_ABOUT THIS TASK_
Produce an exact copy of all the data below, dropping every image.

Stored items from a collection
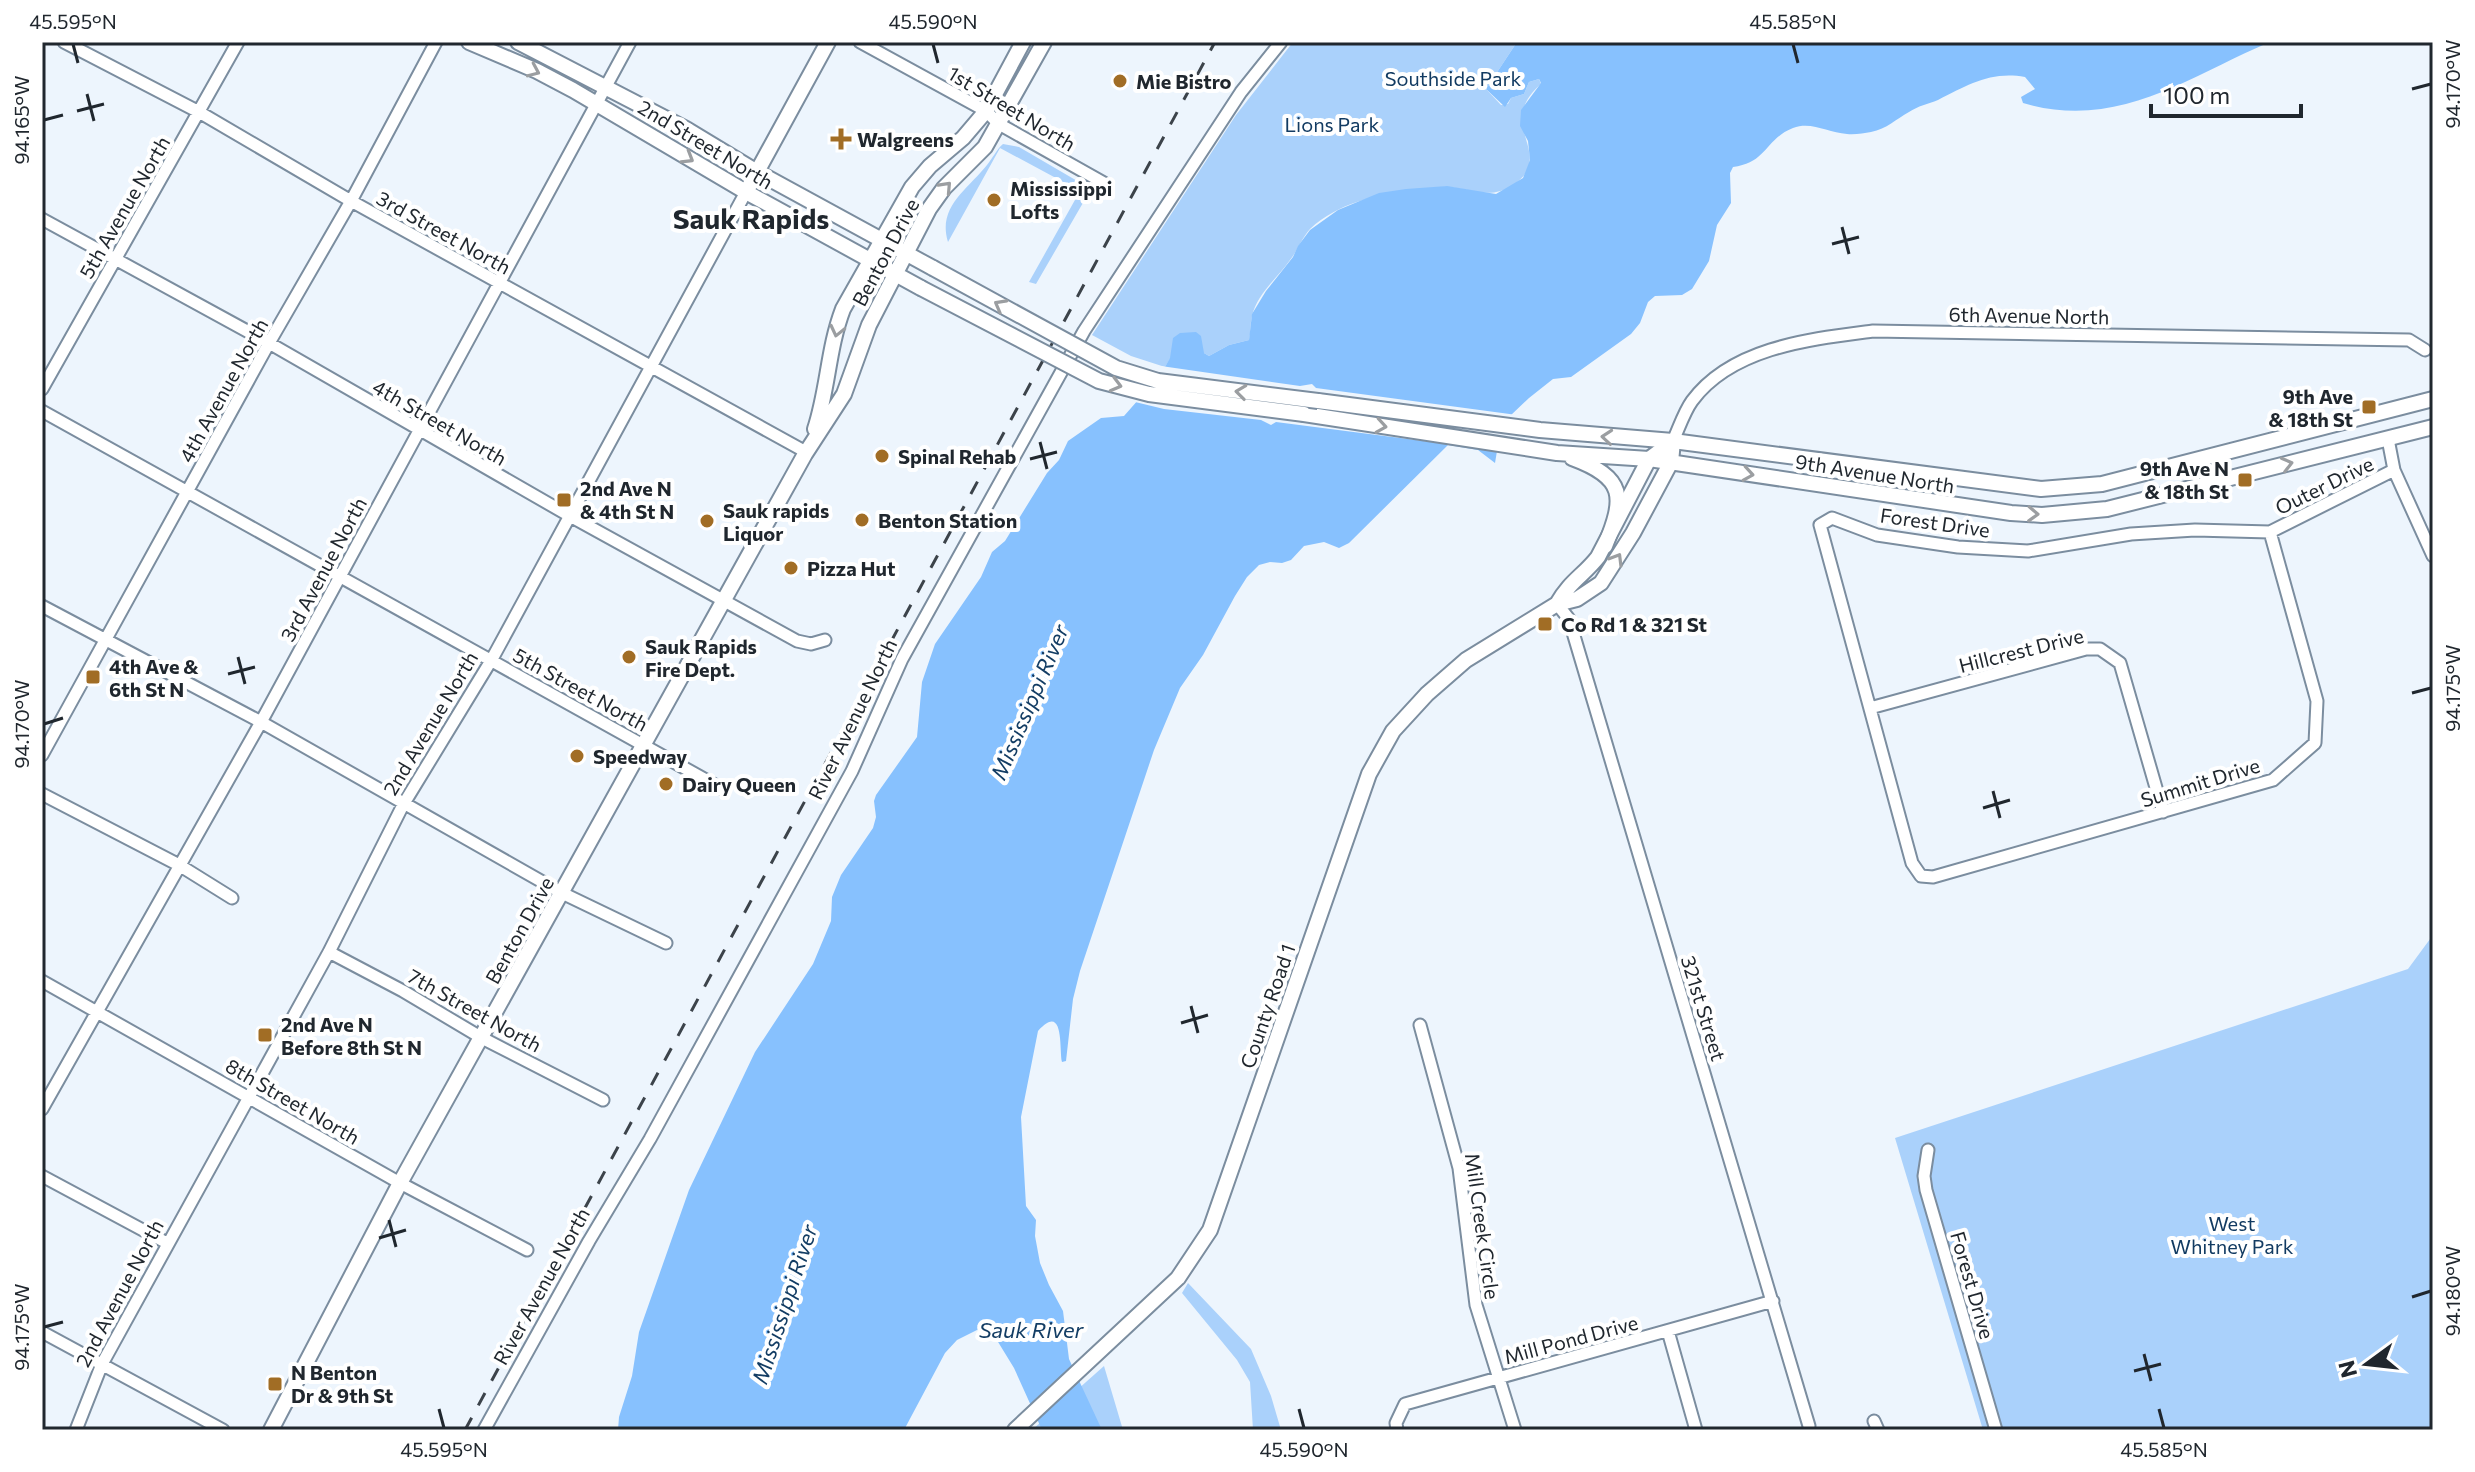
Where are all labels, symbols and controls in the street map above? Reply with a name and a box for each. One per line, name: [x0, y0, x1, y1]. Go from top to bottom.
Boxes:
text: 45.595°N: [29, 9, 117, 33]
text: 45.590°N: [889, 9, 978, 33]
text: 45.585°N: [1749, 9, 1837, 33]
text: 94.170°W: [2440, 39, 2464, 129]
street label: 1st Street North: [944, 60, 1080, 156]
one-way arrow: [526, 61, 541, 77]
park label: Southside Park: [1385, 66, 1521, 90]
scale bar: [2151, 68, 2301, 118]
place label: Mie Bistro: [1136, 69, 1232, 93]
marker: Mie Bistro: [1111, 72, 1129, 90]
text: 94.165°W: [9, 75, 33, 165]
text: 100 m: [2163, 80, 2230, 109]
street label: 2nd Street North: [634, 94, 778, 194]
park label: Lions Park: [1285, 112, 1380, 136]
place label: Walgreens: [857, 127, 954, 151]
marker: Walgreens: [832, 130, 850, 148]
street label: 5th Avenue North: [74, 132, 174, 282]
one-way arrow: [679, 148, 694, 164]
place label: Mississippi Lofts: [1010, 176, 1112, 223]
one-way arrow: [937, 182, 952, 196]
street label: 3rd Street North: [373, 185, 515, 279]
marker: Mississippi Lofts: [985, 191, 1003, 209]
street label: Benton Drive: [847, 194, 923, 310]
district label: Sauk Rapids: [673, 201, 829, 235]
one-way arrow: [994, 299, 1008, 315]
street label: 6th Avenue North: [1948, 302, 2110, 328]
street label: 4th Avenue North: [174, 314, 272, 466]
one-way arrow: [829, 323, 846, 337]
street label: 4th Street North: [369, 374, 511, 470]
one-way arrow: [1108, 376, 1122, 393]
one-way arrow: [1234, 383, 1247, 400]
place label: 9th Ave & 18th St: [2268, 384, 2353, 431]
marker: 9th Ave & 18th St: [2360, 398, 2378, 416]
one-way arrow: [1374, 417, 1388, 434]
one-way arrow: [1600, 428, 1613, 445]
place label: Spinal Rehab: [898, 444, 1017, 468]
marker: Spinal Rehab: [873, 447, 891, 465]
street label: 9th Avenue North: [1794, 449, 1956, 497]
street label: Outer Drive: [2271, 451, 2377, 519]
place label: 9th Ave N & 18th St: [2140, 456, 2229, 503]
one-way arrow: [2280, 456, 2294, 473]
one-way arrow: [1741, 465, 1755, 482]
marker: 9th Ave N & 18th St: [2236, 471, 2254, 489]
place label: 2nd Ave N & 4th St N: [580, 476, 674, 523]
marker: 2nd Ave N & 4th St N: [555, 491, 573, 509]
street label: 3rd Avenue North: [275, 493, 371, 645]
place label: Sauk rapids Liquor: [723, 498, 829, 545]
street label: Forest Drive: [1879, 502, 1991, 542]
one-way arrow: [2027, 506, 2040, 523]
place label: Benton Station: [878, 508, 1017, 532]
marker: Benton Station: [853, 511, 871, 529]
marker: Sauk rapids Liquor: [698, 512, 716, 530]
one-way arrow: [1608, 553, 1623, 568]
place label: Pizza Hut: [807, 556, 895, 580]
marker: Pizza Hut: [782, 559, 800, 577]
place label: Co Rd 1 & 321 St: [1561, 612, 1707, 636]
marker: Co Rd 1 & 321 St: [1536, 615, 1554, 633]
water label: Mississippi River: [984, 619, 1074, 784]
street label: Hillcrest Drive: [1956, 623, 2086, 677]
place label: Sauk Rapids Fire Dept.: [645, 634, 757, 681]
street label: River Avenue North: [803, 635, 901, 803]
street label: 5th Street North: [510, 642, 652, 736]
text: 94.175°W: [2440, 644, 2464, 732]
street label: 2nd Avenue North: [378, 647, 482, 799]
marker: Sauk Rapids Fire Dept.: [620, 648, 638, 666]
place label: 4th Ave & 6th St N: [109, 654, 199, 701]
marker: 4th Ave & 6th St N: [84, 668, 102, 686]
text: 94.170°W: [9, 679, 33, 769]
place label: Speedway: [593, 744, 687, 768]
marker: Speedway: [568, 747, 586, 765]
street label: Summit Drive: [2138, 753, 2262, 811]
place label: Dairy Queen: [682, 772, 796, 796]
marker: Dairy Queen: [657, 775, 675, 793]
street label: Benton Drive: [480, 872, 558, 988]
street label: County Road 1: [1235, 941, 1299, 1071]
street label: 321st Street: [1677, 953, 1731, 1063]
street label: 7th Street North: [404, 963, 546, 1057]
place label: 2nd Ave N Before 8th St N: [281, 1012, 422, 1059]
marker: 2nd Ave N Before 8th St N: [256, 1026, 274, 1044]
street label: 8th Street North: [222, 1053, 364, 1149]
street label: Mill Creek Circle: [1461, 1151, 1505, 1301]
street label: River Avenue North: [488, 1203, 594, 1369]
park label: West Whitney Park: [2171, 1211, 2294, 1258]
street label: 2nd Avenue North: [70, 1215, 168, 1371]
water label: Mississippi River: [746, 1220, 823, 1387]
street label: Forest Drive: [1946, 1229, 2000, 1341]
text: 94.180°W: [2440, 1246, 2464, 1336]
text: 94.175°W: [9, 1283, 33, 1371]
street label: Mill Pond Drive: [1501, 1310, 1641, 1368]
water label: Sauk River: [979, 1316, 1085, 1343]
north arrow: [2327, 1324, 2407, 1404]
text: N: [2332, 1358, 2362, 1381]
place label: N Benton Dr & 9th St: [291, 1360, 393, 1407]
marker: N Benton Dr & 9th St: [266, 1375, 284, 1393]
text: 45.595°N: [400, 1437, 488, 1461]
text: 45.590°N: [1260, 1437, 1349, 1461]
text: 45.585°N: [2120, 1437, 2208, 1461]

_ANSWER TO THIS PROBLEM_
Where are all labels, symbols and controls in the street map above? Reply with a name and a box for each. One per line, name: [x0, y0, x1, y1]. Go from top to bottom.
Boxes:
text: 45.595°N: [29, 9, 117, 33]
text: 45.590°N: [889, 9, 978, 33]
text: 45.585°N: [1749, 9, 1837, 33]
text: 94.170°W: [2440, 39, 2464, 129]
street label: 1st Street North: [944, 60, 1080, 156]
one-way arrow: [526, 61, 541, 77]
park label: Southside Park: [1385, 66, 1521, 90]
scale bar: [2151, 68, 2301, 118]
place label: Mie Bistro: [1136, 69, 1232, 93]
marker: Mie Bistro: [1111, 72, 1129, 90]
text: 94.165°W: [9, 75, 33, 165]
text: 100 m: [2163, 80, 2230, 109]
street label: 2nd Street North: [634, 94, 778, 194]
park label: Lions Park: [1285, 112, 1380, 136]
place label: Walgreens: [857, 127, 954, 151]
marker: Walgreens: [832, 130, 850, 148]
street label: 5th Avenue North: [74, 132, 174, 282]
one-way arrow: [679, 148, 694, 164]
place label: Mississippi Lofts: [1010, 176, 1112, 223]
one-way arrow: [937, 182, 952, 196]
street label: 3rd Street North: [373, 185, 515, 279]
marker: Mississippi Lofts: [985, 191, 1003, 209]
street label: Benton Drive: [847, 194, 923, 310]
district label: Sauk Rapids: [673, 201, 829, 235]
one-way arrow: [994, 299, 1008, 315]
street label: 6th Avenue North: [1948, 302, 2110, 328]
street label: 4th Avenue North: [174, 314, 272, 466]
one-way arrow: [829, 323, 846, 337]
street label: 4th Street North: [369, 374, 511, 470]
one-way arrow: [1108, 376, 1122, 393]
one-way arrow: [1234, 383, 1247, 400]
place label: 9th Ave & 18th St: [2268, 384, 2353, 431]
marker: 9th Ave & 18th St: [2360, 398, 2378, 416]
one-way arrow: [1374, 417, 1388, 434]
one-way arrow: [1600, 428, 1613, 445]
place label: Spinal Rehab: [898, 444, 1017, 468]
marker: Spinal Rehab: [873, 447, 891, 465]
street label: 9th Avenue North: [1794, 449, 1956, 497]
street label: Outer Drive: [2271, 451, 2377, 519]
place label: 9th Ave N & 18th St: [2140, 456, 2229, 503]
one-way arrow: [2280, 456, 2294, 473]
one-way arrow: [1741, 465, 1755, 482]
marker: 9th Ave N & 18th St: [2236, 471, 2254, 489]
place label: 2nd Ave N & 4th St N: [580, 476, 674, 523]
marker: 2nd Ave N & 4th St N: [555, 491, 573, 509]
street label: 3rd Avenue North: [275, 493, 371, 645]
place label: Sauk rapids Liquor: [723, 498, 829, 545]
street label: Forest Drive: [1879, 502, 1991, 542]
one-way arrow: [2027, 506, 2040, 523]
place label: Benton Station: [878, 508, 1017, 532]
marker: Benton Station: [853, 511, 871, 529]
marker: Sauk rapids Liquor: [698, 512, 716, 530]
one-way arrow: [1608, 553, 1623, 568]
place label: Pizza Hut: [807, 556, 895, 580]
marker: Pizza Hut: [782, 559, 800, 577]
place label: Co Rd 1 & 321 St: [1561, 612, 1707, 636]
marker: Co Rd 1 & 321 St: [1536, 615, 1554, 633]
water label: Mississippi River: [984, 619, 1074, 784]
street label: Hillcrest Drive: [1956, 623, 2086, 677]
place label: Sauk Rapids Fire Dept.: [645, 634, 757, 681]
street label: River Avenue North: [803, 635, 901, 803]
street label: 5th Street North: [510, 642, 652, 736]
text: 94.175°W: [2440, 644, 2464, 732]
street label: 2nd Avenue North: [378, 647, 482, 799]
marker: Sauk Rapids Fire Dept.: [620, 648, 638, 666]
place label: 4th Ave & 6th St N: [109, 654, 199, 701]
marker: 4th Ave & 6th St N: [84, 668, 102, 686]
text: 94.170°W: [9, 679, 33, 769]
place label: Speedway: [593, 744, 687, 768]
marker: Speedway: [568, 747, 586, 765]
street label: Summit Drive: [2138, 753, 2262, 811]
place label: Dairy Queen: [682, 772, 796, 796]
marker: Dairy Queen: [657, 775, 675, 793]
street label: Benton Drive: [480, 872, 558, 988]
street label: County Road 1: [1235, 941, 1299, 1071]
street label: 321st Street: [1677, 953, 1731, 1063]
street label: 7th Street North: [404, 963, 546, 1057]
place label: 2nd Ave N Before 8th St N: [281, 1012, 422, 1059]
marker: 2nd Ave N Before 8th St N: [256, 1026, 274, 1044]
street label: 8th Street North: [222, 1053, 364, 1149]
street label: Mill Creek Circle: [1461, 1151, 1505, 1301]
street label: River Avenue North: [488, 1203, 594, 1369]
park label: West Whitney Park: [2171, 1211, 2294, 1258]
street label: 2nd Avenue North: [70, 1215, 168, 1371]
water label: Mississippi River: [746, 1220, 823, 1387]
street label: Forest Drive: [1946, 1229, 2000, 1341]
text: 94.180°W: [2440, 1246, 2464, 1336]
text: 94.175°W: [9, 1283, 33, 1371]
street label: Mill Pond Drive: [1501, 1310, 1641, 1368]
water label: Sauk River: [979, 1316, 1085, 1343]
north arrow: [2327, 1324, 2407, 1404]
text: N: [2332, 1358, 2362, 1381]
place label: N Benton Dr & 9th St: [291, 1360, 393, 1407]
marker: N Benton Dr & 9th St: [266, 1375, 284, 1393]
text: 45.595°N: [400, 1437, 488, 1461]
text: 45.590°N: [1260, 1437, 1349, 1461]
text: 45.585°N: [2120, 1437, 2208, 1461]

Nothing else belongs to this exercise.